The 𝕏 recommendation system is evolving very rapidly. We are aiming for deletion of all heuristics within 4 to 6 weeks.Grok will literally read every post and watch every video (100M+ per day) to match users with content they’re most likely to find interesting. This should… https://t.co/HdKKgabRUN

— Elon Musk (@elonmusk) October 17, 2025

Luckily for OpenAI, ChatGPT’s future doesn’t hinge on creating a universal chatbot that everyone sees as unbiased — it’ll settle for being seen as useful, entertaining, or reasonable and trustworthy to enough people. Research papers and “bias evaluations” aside, the product and its users are veering away from shared experiences and into personalized, bespoke forms of interaction in which chatbots gradually profile their users and provide them with information that’s more relevant to their specific experiences or more sensitive to their personal preferences or both. Frequent chatbot users know that popular models can drift into sycophancy, which is a powerful and general sort of bias. They also know they can be commanded to inhabit different identities, political or otherwise (you can ask ChatGPT to talk to you like a dead French poststructuralist if you want or ask it to talk to you like Mr. Beast. Soon, reportedly, you’ll be able to ask it to pleasure you sexually). Still, for all their dazzling newness and versatility, AI chatbots are in many ways continuing the project started by late-stage social media, extending the logic of machine-learning recommendations into a familiar human voice. It’s not just that output neutrality is difficult to obtain for systems like this. It’s that they’re incompatible with the very concept.

In that sense, Grokipedia — like X and Grok — is also a warning. Sure, it’s part of an excruciatingly public example of one man’s gradual isolation from the world inside a conglomerate-scale system of affirming, adulatory, and ideologically safe feeds, chatbots, and synthetic media, a situation that would be funny if not for Musk’s desire and power to impose his vision on the world. (To calibrate this a bit, imagine predicting the “Wikipedia rewritten to be more conservative by Elon Musk’s anti-PC chatbot” scenario in the run-up to, say, his purchase of Twitter.
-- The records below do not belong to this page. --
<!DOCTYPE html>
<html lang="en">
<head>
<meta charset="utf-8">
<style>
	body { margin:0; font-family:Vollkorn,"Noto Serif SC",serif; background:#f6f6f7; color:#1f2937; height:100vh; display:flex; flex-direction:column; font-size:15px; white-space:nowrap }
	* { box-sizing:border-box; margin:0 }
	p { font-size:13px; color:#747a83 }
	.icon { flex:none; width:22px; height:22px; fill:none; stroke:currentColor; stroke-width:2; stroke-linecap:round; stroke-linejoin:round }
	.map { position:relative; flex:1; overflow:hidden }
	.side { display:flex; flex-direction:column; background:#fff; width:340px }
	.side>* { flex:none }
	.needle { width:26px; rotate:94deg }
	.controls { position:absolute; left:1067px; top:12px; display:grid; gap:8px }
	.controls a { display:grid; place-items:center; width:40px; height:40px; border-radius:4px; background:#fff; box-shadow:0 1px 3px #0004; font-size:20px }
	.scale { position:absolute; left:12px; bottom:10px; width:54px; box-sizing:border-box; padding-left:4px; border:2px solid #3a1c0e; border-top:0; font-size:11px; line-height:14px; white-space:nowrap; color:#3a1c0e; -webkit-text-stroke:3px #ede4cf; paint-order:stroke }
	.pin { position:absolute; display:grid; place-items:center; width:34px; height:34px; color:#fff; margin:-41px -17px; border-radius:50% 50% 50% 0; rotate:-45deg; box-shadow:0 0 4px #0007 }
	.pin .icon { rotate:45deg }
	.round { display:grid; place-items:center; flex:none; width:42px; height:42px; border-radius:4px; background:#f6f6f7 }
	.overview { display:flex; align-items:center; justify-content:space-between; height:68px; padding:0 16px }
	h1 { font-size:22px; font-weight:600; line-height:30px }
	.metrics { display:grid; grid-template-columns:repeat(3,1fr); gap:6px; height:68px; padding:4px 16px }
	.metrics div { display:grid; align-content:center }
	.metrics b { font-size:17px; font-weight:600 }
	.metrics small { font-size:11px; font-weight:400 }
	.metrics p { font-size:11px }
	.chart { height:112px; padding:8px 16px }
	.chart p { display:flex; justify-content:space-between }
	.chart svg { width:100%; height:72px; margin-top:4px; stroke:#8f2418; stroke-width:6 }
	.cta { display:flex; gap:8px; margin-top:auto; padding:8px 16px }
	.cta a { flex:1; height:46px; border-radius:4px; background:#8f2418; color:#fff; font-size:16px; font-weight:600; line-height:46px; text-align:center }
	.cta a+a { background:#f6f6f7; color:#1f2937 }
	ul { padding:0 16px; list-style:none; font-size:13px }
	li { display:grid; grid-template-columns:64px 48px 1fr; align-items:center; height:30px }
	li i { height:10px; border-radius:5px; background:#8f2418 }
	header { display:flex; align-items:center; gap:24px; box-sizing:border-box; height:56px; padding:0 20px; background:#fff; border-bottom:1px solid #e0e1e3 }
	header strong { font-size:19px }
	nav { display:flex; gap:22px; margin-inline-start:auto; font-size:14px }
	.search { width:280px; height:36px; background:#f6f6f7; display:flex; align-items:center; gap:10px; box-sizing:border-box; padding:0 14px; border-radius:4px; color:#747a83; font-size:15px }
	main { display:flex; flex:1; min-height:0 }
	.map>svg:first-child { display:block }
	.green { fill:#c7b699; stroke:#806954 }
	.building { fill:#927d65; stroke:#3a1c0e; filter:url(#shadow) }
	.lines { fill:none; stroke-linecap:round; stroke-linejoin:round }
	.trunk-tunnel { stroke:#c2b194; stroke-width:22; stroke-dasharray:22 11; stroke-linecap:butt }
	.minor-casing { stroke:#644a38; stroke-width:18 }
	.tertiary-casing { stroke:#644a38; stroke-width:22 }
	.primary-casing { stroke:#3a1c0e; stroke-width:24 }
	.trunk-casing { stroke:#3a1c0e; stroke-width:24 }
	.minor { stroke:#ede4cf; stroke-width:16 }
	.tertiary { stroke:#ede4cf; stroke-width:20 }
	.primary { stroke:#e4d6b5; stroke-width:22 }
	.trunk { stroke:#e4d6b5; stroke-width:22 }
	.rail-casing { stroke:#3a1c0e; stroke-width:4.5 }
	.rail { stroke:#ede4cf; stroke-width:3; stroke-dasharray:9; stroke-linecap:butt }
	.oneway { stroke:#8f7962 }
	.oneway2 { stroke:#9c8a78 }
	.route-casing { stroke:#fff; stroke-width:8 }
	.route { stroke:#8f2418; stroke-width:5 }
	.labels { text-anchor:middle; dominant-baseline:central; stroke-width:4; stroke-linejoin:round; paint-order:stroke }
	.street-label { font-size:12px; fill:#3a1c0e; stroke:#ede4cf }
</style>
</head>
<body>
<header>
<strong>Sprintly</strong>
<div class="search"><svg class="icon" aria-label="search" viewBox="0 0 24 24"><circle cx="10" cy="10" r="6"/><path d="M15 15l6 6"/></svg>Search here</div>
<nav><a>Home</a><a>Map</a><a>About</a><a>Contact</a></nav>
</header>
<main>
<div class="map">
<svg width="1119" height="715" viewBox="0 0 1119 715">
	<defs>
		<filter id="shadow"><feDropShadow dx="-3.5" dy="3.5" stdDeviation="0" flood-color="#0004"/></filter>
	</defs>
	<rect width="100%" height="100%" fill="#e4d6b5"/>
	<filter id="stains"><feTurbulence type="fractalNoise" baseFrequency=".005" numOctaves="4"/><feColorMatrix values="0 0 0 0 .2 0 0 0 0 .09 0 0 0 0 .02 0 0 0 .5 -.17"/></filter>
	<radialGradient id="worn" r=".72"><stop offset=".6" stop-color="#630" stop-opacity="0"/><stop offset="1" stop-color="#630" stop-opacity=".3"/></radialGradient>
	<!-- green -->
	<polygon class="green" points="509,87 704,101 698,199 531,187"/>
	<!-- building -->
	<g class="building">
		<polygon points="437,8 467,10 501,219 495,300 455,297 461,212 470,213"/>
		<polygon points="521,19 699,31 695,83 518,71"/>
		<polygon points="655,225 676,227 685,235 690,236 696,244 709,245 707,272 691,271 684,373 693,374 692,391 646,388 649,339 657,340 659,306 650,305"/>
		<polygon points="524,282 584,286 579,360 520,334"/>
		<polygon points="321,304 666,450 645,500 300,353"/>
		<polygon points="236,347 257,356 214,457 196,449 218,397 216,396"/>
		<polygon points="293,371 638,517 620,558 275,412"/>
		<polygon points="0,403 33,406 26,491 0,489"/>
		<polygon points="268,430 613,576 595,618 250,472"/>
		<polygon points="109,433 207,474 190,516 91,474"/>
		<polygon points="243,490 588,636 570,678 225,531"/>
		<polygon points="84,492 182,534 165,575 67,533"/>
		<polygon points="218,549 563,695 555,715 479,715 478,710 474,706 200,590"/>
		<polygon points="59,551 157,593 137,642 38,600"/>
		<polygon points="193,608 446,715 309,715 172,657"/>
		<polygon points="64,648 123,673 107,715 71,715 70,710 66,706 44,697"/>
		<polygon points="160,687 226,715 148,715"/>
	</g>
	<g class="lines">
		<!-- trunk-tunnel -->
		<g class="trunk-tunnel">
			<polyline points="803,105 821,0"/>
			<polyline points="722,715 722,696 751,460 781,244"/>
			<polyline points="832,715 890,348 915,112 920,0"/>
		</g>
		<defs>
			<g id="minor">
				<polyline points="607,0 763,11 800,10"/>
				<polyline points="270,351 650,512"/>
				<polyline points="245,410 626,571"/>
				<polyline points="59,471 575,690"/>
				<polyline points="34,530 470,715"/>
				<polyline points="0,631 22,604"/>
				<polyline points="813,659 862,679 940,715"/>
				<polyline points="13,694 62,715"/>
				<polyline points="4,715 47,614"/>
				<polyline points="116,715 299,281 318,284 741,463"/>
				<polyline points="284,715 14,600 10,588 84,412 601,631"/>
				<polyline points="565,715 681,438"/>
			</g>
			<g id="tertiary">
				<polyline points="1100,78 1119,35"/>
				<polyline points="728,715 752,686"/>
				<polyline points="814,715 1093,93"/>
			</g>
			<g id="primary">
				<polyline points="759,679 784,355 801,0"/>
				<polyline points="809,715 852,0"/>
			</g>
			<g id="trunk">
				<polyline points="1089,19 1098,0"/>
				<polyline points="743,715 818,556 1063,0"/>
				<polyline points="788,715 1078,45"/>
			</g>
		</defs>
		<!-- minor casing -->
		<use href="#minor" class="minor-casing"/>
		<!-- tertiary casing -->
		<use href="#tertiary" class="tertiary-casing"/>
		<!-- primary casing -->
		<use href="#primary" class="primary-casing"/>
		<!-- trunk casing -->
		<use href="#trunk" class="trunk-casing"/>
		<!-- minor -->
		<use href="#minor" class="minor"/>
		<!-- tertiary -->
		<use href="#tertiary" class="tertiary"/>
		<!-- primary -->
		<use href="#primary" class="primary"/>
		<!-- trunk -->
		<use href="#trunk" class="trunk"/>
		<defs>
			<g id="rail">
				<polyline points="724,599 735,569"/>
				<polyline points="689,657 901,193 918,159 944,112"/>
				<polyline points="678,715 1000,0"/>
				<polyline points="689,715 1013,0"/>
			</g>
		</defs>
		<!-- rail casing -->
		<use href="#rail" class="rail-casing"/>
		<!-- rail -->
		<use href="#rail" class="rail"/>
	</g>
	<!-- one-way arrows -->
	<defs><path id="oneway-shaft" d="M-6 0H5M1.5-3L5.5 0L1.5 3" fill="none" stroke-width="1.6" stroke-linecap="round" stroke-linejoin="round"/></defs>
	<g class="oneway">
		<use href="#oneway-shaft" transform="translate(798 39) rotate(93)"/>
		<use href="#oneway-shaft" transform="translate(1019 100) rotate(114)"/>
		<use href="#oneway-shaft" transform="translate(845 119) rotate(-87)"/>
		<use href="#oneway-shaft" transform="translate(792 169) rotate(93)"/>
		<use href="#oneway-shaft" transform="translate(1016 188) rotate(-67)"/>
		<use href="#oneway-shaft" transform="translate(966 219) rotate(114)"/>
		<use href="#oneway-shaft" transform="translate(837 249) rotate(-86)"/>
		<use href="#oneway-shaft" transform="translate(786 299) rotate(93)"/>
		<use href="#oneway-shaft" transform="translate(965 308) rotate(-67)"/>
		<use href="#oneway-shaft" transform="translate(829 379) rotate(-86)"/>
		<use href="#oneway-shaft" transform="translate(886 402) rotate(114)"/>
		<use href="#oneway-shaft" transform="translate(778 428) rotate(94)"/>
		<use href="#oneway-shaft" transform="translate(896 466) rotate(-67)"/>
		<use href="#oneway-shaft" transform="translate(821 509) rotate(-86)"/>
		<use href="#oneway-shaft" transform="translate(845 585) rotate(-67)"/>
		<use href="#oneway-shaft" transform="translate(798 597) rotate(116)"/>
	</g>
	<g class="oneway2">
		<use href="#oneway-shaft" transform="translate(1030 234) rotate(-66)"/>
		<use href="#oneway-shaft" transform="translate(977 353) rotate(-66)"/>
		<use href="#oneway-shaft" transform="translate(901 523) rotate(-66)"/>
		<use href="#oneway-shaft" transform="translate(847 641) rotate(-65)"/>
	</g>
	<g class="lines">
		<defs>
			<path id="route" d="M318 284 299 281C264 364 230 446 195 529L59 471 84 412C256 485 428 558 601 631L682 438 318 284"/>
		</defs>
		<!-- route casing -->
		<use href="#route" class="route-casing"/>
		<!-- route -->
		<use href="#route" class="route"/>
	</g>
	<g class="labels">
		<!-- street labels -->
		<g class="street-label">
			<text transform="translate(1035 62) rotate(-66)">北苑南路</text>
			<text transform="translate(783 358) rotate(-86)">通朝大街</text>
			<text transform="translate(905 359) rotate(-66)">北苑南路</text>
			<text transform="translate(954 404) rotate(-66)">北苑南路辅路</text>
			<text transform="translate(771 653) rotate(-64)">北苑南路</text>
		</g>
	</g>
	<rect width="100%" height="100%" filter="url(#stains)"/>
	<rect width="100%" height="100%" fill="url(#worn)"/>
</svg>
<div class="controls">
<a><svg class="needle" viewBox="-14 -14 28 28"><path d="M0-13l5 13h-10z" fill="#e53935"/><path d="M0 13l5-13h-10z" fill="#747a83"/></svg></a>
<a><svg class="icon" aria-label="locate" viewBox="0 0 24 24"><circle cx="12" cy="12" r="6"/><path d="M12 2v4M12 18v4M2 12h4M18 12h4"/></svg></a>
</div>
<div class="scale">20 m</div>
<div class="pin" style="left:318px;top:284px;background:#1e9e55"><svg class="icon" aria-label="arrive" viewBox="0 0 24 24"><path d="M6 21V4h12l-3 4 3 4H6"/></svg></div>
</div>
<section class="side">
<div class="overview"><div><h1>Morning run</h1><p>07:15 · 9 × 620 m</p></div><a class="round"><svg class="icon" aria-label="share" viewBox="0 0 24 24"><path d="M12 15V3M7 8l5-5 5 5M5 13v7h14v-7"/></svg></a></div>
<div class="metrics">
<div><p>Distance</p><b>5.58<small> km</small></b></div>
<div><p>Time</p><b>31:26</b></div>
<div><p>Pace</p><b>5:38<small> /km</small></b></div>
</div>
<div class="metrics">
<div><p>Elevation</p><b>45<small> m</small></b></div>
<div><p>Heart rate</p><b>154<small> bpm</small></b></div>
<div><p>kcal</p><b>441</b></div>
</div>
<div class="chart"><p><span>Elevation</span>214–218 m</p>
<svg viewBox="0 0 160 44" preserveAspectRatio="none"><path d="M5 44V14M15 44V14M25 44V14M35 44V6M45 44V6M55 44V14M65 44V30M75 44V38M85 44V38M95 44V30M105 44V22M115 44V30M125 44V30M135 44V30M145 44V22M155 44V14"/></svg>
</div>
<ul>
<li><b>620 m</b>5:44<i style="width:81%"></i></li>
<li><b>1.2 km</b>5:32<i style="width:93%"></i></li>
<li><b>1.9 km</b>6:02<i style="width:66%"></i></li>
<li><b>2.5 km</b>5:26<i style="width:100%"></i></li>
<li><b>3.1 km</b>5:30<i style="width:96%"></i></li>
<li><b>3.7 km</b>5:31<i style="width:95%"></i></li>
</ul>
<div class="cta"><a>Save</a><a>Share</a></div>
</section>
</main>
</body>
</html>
It would have sounded insane, and you would have too.) But what Musk can build for himself now is something that consumer AI tools, including his, will soon allow regular people to build for themselves, or which will be constructed for them by default: A world mediated not just by publications or social networks but by omnipurpose AI products that assure us they’re “maximally truth-seeking” or “objective” as they simply tell us what we want to hear.